Jasper Rees

In from the cold | 1 March 2018

Plus: a deftly crafted portrait of a melancholy skating pioneer

issue 03 March 2018

Films about the Winter Olympics don’t grow on conifers. Twenty-five years ago there was Cool Runnings about the Jamaican bobsleigh team. It took many years for Eddie the Eagle to reach the screen. Both were cockle-warming comedies about implausible Olympians who embody the ideal that participation is all. Only last week Elise Christie, the British speed skater who kept tumbling in Pyeongchang (and Sochi), hoped that ‘Reese Witherspoon’ would play her in the movie. In the mean time, the latest Olympiad has flushed out two more biopics on ice.

I, Tonya tells of Tonya Harding’s catastrophic career. Like Monica Lewinsky, Harding is a public figure whose epitaph, thanks to a single headline, has already been carved.

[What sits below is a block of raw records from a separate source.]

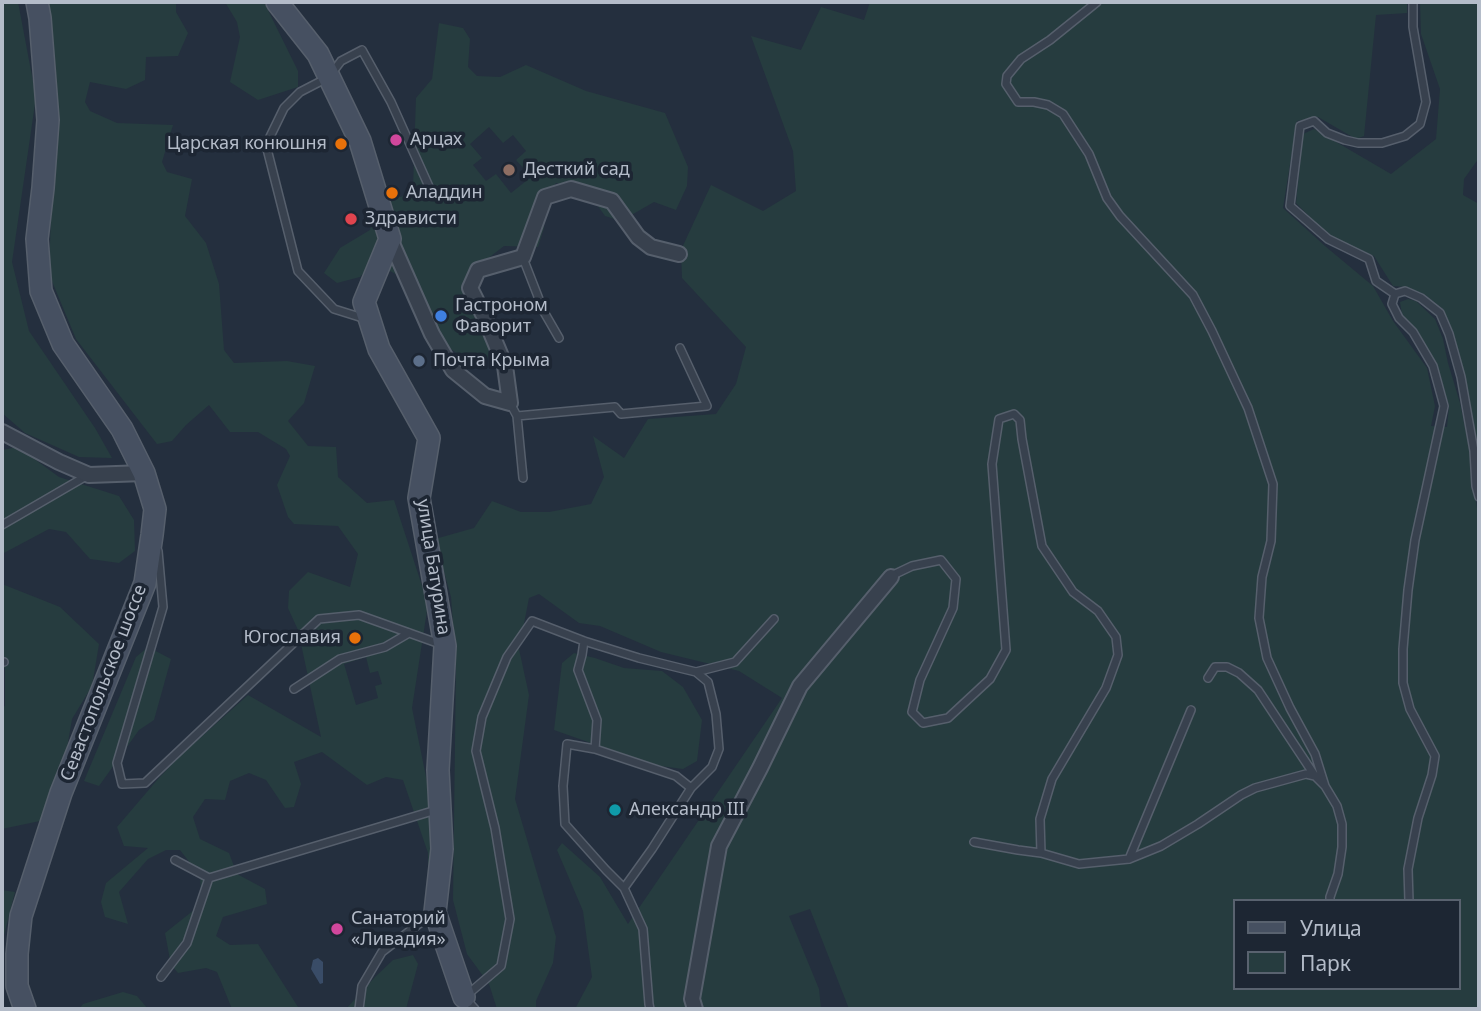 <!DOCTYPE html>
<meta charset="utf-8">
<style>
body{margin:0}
#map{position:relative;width:1481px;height:1011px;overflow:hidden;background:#242f3e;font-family:"Noto Sans",sans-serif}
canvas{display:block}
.frame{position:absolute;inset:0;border:4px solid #b4bcc9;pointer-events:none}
.legend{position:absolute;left:1233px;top:899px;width:228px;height:91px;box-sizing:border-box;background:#1d2633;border:2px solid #59626f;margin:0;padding:9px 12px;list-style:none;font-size:21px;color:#b4bcc9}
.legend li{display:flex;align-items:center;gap:14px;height:35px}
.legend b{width:35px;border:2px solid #59626f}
</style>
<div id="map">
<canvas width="1481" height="1011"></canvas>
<div class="frame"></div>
<ul class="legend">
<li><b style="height:9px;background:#465061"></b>Улица</li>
<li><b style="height:19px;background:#263c3f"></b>Парк</li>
</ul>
</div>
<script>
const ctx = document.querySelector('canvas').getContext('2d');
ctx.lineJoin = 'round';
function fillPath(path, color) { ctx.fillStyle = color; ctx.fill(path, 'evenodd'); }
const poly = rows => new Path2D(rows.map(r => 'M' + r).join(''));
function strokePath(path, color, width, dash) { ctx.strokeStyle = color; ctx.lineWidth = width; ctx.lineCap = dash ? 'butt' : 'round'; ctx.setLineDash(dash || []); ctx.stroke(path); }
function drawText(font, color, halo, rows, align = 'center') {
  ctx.font = font + ' "Noto Sans",sans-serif'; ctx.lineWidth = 7; ctx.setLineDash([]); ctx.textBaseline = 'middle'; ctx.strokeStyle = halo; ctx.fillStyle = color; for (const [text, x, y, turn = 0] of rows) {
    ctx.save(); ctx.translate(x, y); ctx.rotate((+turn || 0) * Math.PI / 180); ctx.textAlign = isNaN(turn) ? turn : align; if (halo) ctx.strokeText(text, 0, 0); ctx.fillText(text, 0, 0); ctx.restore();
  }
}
fillPath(poly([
 [2,2,18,2,36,97,12,262,29,331,95,428,112,458,79,457,25,433,2,413],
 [48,2,176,2,176,12,188,33,178,56,146,57,145,80,126,89,90,82,85,102,90,111,117,123,173,125,162,162,167,172,192,179,185,216,206,243,219,284,224,350,234,363,287,361,315,366,304,403,288,421,308,446,336,447,338,477,367,503,394,500,428,604,412,708,433,811,436,877,428,890,428,853,403,780,386,777,367,785,322,752,294,762,301,784,294,807,285,808,266,780,249,773,230,781,225,800,205,799,193,817,200,839,229,853,237,874,265,889,267,904,223,917,216,936,230,945,258,944,298,1007,297,1009,232,1009,217,972,206,968,178,973,171,965,165,933,194,910,201,891,200,876,180,850,166,850,148,859,119,892,128,924,105,917,101,902,106,883,148,848,124,846,117,827,158,779,181,755,248,695,321,737,298,630,288,608,289,591,308,572,350,587,358,554,338,526,294,524,288,517,277,485,290,456,286,449,258,432,230,432,209,405,186,425,172,441,157,444,76,339,49,274,55,94,49,60,49,8],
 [366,657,370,673,378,671,382,684,375,686,378,698,356,705,344,664],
 [225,2,264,2,298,71,298,87,258,100,230,82,240,37,237,22],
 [870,2,1407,2,1407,13,1376,15,1364,136,1356,139,1318,117,1297,121,1283,208,1325,246,1373,286,1393,321,1427,368,1435,406,1431,426,1447,427,1449,406,1437,364,1417,330,1402,315,1400,302,1408,299,1416,301,1435,319,1443,339,1448,363,1460,403,1470,453,1479,524,1479,1009,849,1009,810,909,789,916,819,989,821,1009,575,1009,592,977,583,911,557,850,562,843,600,877,628,924,782,698,739,671,661,652,600,626,579,623,539,594,529,598,519,649,529,695,515,799,556,937,553,963,536,1001,536,1009,497,1009,489,984,467,954,453,900,456,663,451,597,435,539,474,528,492,501,521,512,549,512,591,504,604,477,593,436,624,458,648,419,716,414,736,384,746,347,682,278,681,250,711,185,763,211,796,191,793,151,751,36,801,50,821,7,864,20],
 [1234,901,1458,901,1458,988,1234,988],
 [1420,2,1479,2,1479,158,1464,179,1463,195,1479,204,1479,459,1465,377,1453,332,1443,309,1424,294,1406,287,1393,286,1374,256,1329,236,1296,203,1303,134,1314,129,1391,174,1436,139,1440,89,1421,34],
 [439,23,463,28,470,39,468,67,477,76,500,77,526,65,586,91,665,113,688,167,687,186,676,210,654,202,621,221,605,216,588,192,556,183,542,202,544,228,538,247,504,246,469,273,491,338,487,361,473,365,444,344,420,287,390,271,386,248,360,277,337,283,324,273,340,248,370,230,374,188,401,197,413,188,416,98,432,79],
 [489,127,503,143,513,135,526,151,516,160,531,177,511,193,496,174,486,181,473,165,482,158,470,144],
 [18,447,59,477,119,496,134,520,135,551,119,563,90,559,66,532,49,529,2,554,2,450],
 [2,584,60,607,99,644,92,686,72,719,66,754,40,821,2,829,2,707,5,706,5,668,2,668],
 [148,647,171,659,154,720,139,730,99,786,84,781,136,657],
 [574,653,595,658,624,668,662,671,683,687,702,720,697,761,683,769,653,765,554,730,562,663],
 [2,890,15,892,2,943],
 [413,955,418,964,406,1009,346,1009,375,977,393,960],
 [123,992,137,996,148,1009,79,1009,83,1004]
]), '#263c3f');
fillPath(poly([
 [318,958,323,962,323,983,320,984,311,969,313,960]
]), '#394c67');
const lane = poly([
 [1097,2,1050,40,1021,59,1007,76,1006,84,1018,102,1034,102,1048,105,1063,114,1089,154,1107,198,1120,216,1193,295,1212,331,1240,391,1248,408,1273,484,1271,541,1262,577,1259,618,1267,658,1290,708,1315,754,1325,786],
 [523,258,544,312,559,338],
 [1395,294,1376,281,1369,259,1328,239,1290,206,1300,126,1314,121,1327,133,1345,140,1358,143,1382,143,1405,136,1420,124,1426,102,1413,27,1413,2],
 [366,319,334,309,298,271,266,145,284,108,300,92,329,77,341,61,362,50,391,102,431,191],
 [510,403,517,416,523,478],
 [517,416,615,407,621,414,707,406,680,348],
 [2,525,88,475],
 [158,551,163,607,117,763,122,784,145,783,319,619,359,615,440,644],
 [891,576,912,566,941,560,956,579,953,608,920,680,912,712,923,723,948,718,990,679,1006,650,992,464,999,419,1014,414,1020,420,1022,439,1042,546,1073,592,1098,611,1116,637,1118,655,1106,688,1052,779,1040,819,1041,853],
 [2,662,4,662],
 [696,672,735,662,774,619],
 [1208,678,1215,667,1227,667,1239,673,1258,690,1315,776],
 [294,689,340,659,385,647,409,633],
 [595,749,676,776,691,788],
 [974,842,1018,850,1041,853,1079,864,1129,859,1161,846,1198,824,1241,795,1255,788,1306,774,1315,776,1325,786,1337,806,1342,824,1342,847,1338,874,1330,897,1330,901],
 [1129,859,1191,710],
 [175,860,209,878,436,810],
 [624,888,643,929,649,1004,650,1009],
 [1409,901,1408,869,1418,818,1432,775,1435,756,1410,709,1403,683,1403,649,1408,590,1415,540,1444,406,1433,366,1413,332,1399,318,1392,304,1395,294,1405,291,1421,298,1440,313,1449,334,1461,377,1474,451,1476,486,1479,497],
 [161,977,187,943,209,878],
 [467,995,501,966,510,919,495,828,476,751,482,717,507,657,532,621,584,641,639,658,696,672,708,682,716,714,719,749,712,767,691,788,652,849,624,888,606,870,565,824,563,786,567,744,595,749,597,720,578,670,582,655,584,641],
 [465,998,475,1009],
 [359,1009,362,986,382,952,432,914]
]);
const street = poly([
 [390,239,432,334,453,370,485,396,510,403,505,366,485,318,470,288,478,270,523,257,545,197,571,189,612,201,638,237,651,247,679,254],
 [2,432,59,462,89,475,144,473],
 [695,1009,692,999,719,846,760,768,800,686,891,577]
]);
const secondary = poly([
 [277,2,318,54,360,141,390,239,364,302,379,349,429,438,419,498,445,646,438,770,442,849,435,912,464,997],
 [25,1009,17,986,17,954,21,916,61,793,145,583,152,535,155,509,144,473,122,429,63,344,41,291,37,239,43,188,48,120,40,18,37,2]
]);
strokePath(lane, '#565f6c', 10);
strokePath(street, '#565f6c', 18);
strokePath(secondary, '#565f6c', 24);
strokePath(lane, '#38414e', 7);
strokePath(street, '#38414e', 14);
strokePath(secondary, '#465061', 21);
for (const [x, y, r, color] of [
 [396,140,7,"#d1479c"],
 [341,144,7,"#e8710a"],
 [509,170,7,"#8d6e63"],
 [392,193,7,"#e8710a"],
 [351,219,7,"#e0444e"],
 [441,316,7,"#3f7fe0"],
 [419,361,7,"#5c6f8a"],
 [355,638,7,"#e8710a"],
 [615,810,7,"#0f9aa8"],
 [337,929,7,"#d1479c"]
]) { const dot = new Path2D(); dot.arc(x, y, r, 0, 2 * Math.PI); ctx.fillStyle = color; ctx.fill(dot); strokePath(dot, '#1d2633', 2.5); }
drawText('18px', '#b4bcc9', '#1d2633', [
 ["Арцах",410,140],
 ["Царская конюшня",327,144,"right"],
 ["Десткий сад",523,170],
 ["Аладдин",406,193],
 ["Здрависти",365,219],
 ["Гастроном",455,306],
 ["Фаворит",455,327],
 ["Почта Крыма",433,361],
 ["Югославия",341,638,"right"],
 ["Александр III",629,810],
 ["Санаторий",351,919],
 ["«Ливадия»",351,940]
], 'left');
drawText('18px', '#b4bcc9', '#1d2633', [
 ["улица Батурина",433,567,81],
 ["Севастопольское шоссе",104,683,-69]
]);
</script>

She may have been bullied by her termagant mother LaVona and battered by her husband Jeff, but she will always be remembered for an attack on the knee of her peachy rival Nancy Kerrigan weeks before the ’94 Games in Lillehammer. I, Tonya is Harding’s belated absolution and it holds up a sprightly middle digit to her future obituarists.

There is finally no knowing how much Harding knew about the Kerrigan attack, and so Steven Rogers’s script wisely hands the story over to a squabbling bunch of unreliable narrators who each say their piece direct to camera. They make for quite a menagerie of grotesques. LaVona (Allison Janney) has tubes feeding both nostrils and a pecking parakeet on her shoulder. Jeff the slap-happy husband (Sebastian Stan) wears the shifty air of the guilty-as-charged. Harding’s self-described bodyguard Shawn (Paul Walter Hauser) has the look and IQ of a dunkin’ doughnut.

There’s never any doubt whose side you’re meant to be on. Margot Robbie plays Harding as a feisty survivor whose triumph was to triple-Axel her way out of the trailerpark.